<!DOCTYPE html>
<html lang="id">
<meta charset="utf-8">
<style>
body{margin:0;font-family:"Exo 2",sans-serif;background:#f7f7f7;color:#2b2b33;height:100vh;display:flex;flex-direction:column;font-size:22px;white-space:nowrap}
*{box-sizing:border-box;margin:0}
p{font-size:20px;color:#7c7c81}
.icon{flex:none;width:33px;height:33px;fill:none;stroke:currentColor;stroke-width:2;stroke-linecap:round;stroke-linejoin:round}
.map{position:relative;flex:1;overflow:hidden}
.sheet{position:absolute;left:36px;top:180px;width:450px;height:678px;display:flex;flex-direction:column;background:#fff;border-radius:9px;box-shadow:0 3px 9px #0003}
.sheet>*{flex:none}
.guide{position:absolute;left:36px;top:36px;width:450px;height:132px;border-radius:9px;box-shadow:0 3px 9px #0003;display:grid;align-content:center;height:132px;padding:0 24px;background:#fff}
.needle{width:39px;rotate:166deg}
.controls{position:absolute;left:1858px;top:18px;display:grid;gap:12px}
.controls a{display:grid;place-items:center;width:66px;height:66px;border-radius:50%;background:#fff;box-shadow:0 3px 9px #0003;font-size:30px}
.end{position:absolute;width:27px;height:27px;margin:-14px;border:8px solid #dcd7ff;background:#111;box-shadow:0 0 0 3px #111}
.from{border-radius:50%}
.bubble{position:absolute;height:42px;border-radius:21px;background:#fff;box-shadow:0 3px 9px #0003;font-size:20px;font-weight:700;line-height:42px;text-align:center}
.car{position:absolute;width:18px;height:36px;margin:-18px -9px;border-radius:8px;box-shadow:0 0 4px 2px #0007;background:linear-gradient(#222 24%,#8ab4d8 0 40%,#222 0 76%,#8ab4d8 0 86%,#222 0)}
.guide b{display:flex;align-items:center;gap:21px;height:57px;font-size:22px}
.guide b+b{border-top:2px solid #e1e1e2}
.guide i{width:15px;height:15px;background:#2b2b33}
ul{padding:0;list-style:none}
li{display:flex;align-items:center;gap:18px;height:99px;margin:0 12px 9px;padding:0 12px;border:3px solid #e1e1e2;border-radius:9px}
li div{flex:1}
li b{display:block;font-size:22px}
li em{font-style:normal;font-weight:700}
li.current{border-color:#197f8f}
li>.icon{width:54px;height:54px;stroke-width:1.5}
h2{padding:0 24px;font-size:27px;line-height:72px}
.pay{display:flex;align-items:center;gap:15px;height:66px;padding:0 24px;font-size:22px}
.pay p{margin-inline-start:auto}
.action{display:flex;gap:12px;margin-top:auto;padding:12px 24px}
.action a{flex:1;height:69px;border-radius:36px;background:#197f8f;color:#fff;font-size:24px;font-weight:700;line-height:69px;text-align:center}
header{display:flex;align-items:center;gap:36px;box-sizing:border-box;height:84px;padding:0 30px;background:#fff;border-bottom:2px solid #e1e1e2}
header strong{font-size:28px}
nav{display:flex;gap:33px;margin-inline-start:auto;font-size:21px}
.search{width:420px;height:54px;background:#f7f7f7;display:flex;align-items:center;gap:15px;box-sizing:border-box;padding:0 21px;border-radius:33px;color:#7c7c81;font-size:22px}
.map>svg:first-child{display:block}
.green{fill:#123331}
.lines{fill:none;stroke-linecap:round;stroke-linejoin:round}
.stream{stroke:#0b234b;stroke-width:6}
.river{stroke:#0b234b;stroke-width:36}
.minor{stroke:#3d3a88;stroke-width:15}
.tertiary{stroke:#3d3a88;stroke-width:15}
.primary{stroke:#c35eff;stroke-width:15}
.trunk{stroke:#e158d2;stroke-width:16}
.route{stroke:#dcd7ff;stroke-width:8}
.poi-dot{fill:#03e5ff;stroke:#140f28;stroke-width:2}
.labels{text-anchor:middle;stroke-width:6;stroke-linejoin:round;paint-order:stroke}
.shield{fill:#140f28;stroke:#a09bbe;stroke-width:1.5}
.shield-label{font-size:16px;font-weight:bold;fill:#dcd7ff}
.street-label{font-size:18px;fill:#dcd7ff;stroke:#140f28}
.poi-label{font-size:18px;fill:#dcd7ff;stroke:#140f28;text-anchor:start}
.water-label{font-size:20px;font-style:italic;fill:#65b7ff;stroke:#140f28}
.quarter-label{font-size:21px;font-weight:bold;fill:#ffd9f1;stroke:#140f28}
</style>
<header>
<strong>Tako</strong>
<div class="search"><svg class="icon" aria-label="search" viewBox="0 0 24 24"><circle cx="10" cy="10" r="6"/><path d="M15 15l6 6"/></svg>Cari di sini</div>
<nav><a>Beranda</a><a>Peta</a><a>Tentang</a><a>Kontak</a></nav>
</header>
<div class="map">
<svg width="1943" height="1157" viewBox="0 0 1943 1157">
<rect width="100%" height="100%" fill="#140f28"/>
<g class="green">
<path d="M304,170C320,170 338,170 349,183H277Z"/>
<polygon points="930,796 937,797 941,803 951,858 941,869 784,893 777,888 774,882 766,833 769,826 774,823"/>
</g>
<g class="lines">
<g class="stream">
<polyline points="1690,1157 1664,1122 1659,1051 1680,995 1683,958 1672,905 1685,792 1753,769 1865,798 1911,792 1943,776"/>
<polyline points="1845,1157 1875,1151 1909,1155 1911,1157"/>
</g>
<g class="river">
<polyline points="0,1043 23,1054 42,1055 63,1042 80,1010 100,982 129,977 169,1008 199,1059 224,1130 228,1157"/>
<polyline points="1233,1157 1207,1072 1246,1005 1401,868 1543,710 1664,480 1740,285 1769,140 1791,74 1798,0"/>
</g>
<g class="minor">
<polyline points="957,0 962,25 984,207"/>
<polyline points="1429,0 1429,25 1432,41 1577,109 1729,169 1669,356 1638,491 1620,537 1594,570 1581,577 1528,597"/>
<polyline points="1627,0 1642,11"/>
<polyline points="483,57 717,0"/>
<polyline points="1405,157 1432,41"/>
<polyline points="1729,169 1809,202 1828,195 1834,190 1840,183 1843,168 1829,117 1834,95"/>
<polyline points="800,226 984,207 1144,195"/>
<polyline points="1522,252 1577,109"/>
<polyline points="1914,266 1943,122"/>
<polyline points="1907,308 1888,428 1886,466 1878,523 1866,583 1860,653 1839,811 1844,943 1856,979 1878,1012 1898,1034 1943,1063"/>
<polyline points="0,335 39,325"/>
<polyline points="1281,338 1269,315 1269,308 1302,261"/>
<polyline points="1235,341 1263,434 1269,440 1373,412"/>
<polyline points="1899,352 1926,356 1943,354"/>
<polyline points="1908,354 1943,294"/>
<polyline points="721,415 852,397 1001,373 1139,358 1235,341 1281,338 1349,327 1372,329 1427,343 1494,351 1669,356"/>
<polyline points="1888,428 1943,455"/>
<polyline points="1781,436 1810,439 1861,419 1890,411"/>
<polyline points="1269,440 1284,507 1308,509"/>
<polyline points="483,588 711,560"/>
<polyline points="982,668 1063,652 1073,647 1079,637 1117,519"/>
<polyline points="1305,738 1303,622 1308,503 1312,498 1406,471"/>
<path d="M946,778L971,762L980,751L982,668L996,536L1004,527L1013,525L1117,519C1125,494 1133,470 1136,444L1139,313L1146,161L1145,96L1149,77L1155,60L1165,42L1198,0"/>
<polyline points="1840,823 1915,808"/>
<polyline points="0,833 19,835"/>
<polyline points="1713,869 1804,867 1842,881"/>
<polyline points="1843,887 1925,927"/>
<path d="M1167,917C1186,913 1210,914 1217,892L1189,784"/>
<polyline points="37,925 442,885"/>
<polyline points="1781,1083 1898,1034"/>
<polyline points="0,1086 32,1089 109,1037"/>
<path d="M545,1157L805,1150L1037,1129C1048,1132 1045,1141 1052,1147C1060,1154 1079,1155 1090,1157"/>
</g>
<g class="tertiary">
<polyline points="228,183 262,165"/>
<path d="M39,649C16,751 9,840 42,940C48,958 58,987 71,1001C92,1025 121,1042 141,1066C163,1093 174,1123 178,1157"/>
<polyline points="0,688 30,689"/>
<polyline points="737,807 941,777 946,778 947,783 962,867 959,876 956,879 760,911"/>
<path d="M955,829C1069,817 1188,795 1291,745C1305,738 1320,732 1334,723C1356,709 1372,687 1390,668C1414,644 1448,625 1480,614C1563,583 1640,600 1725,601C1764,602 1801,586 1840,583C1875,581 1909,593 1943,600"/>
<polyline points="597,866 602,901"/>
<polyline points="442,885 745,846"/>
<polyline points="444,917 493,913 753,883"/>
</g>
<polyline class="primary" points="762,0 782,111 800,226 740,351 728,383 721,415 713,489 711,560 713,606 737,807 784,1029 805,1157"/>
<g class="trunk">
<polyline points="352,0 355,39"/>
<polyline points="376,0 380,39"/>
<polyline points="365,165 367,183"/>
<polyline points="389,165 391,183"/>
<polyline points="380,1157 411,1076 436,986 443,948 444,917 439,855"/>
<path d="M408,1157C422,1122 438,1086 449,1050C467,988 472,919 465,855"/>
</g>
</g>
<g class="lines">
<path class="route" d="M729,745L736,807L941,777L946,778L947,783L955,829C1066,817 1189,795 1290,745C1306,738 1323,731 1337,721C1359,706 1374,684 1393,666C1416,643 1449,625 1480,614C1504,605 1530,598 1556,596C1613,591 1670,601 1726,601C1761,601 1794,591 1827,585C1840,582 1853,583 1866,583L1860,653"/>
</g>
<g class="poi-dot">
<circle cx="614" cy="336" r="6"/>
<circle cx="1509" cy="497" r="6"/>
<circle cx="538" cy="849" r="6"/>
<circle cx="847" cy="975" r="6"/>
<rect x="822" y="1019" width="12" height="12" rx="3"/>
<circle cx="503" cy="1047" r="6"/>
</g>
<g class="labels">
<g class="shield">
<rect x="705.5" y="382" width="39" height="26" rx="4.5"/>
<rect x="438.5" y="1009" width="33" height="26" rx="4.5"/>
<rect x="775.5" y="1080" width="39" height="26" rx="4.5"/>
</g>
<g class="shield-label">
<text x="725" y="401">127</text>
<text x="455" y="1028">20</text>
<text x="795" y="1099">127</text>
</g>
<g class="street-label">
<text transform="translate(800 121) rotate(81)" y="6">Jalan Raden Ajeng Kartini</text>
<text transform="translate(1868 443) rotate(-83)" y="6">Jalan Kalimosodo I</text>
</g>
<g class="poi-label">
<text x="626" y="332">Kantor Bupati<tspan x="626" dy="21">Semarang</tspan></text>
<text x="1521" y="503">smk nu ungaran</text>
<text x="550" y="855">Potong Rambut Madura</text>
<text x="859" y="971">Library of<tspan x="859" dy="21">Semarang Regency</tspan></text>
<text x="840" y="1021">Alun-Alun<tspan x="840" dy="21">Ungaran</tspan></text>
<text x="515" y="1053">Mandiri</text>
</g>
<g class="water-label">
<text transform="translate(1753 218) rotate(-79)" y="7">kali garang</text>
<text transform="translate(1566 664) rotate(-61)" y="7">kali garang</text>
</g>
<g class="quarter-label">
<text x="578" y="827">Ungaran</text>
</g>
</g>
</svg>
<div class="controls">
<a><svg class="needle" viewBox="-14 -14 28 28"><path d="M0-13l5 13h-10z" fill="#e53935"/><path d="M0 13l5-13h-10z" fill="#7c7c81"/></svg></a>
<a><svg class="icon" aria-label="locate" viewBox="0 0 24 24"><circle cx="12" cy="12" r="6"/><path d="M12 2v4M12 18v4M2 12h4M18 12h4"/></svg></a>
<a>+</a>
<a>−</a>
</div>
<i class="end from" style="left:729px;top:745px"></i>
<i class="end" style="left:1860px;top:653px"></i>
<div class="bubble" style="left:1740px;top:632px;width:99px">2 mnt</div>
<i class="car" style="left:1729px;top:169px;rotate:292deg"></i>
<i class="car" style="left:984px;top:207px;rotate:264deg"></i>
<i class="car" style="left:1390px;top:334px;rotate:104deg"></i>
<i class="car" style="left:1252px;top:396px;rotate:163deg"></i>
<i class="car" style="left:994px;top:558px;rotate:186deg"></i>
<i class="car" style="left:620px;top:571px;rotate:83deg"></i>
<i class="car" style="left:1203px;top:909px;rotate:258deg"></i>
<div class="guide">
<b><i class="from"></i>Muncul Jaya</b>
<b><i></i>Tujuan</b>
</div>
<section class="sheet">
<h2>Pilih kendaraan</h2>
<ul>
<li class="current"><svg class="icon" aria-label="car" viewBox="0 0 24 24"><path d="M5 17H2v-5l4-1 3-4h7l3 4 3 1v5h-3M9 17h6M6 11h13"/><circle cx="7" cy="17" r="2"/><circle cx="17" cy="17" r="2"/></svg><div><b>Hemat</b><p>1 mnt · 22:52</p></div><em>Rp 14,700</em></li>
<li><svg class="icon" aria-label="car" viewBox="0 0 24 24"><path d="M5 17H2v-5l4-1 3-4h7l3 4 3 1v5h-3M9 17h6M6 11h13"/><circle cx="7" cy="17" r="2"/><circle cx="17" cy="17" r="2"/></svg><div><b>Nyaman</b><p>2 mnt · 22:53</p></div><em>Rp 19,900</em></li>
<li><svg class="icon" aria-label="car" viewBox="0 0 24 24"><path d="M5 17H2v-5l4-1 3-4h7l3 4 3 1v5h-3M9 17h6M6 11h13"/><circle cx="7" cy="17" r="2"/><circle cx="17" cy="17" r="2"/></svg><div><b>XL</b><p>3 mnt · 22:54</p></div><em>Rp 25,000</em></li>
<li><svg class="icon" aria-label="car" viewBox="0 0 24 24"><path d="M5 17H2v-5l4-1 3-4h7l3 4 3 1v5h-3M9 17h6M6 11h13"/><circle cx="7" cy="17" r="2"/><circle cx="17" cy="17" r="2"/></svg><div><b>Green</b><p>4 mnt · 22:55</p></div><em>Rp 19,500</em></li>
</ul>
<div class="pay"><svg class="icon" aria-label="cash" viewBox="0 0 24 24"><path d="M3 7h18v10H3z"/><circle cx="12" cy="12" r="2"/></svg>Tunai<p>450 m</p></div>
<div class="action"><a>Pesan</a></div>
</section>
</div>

--

About this exercise —
Copy out every line of the material above that contains the string "linecap".

Reply to the task —
.icon{flex:none;width:33px;height:33px;fill:none;stroke:currentColor;stroke-width:2;stroke-linecap:round;stroke-linejoin:round}
.lines{fill:none;stroke-linecap:round;stroke-linejoin:round}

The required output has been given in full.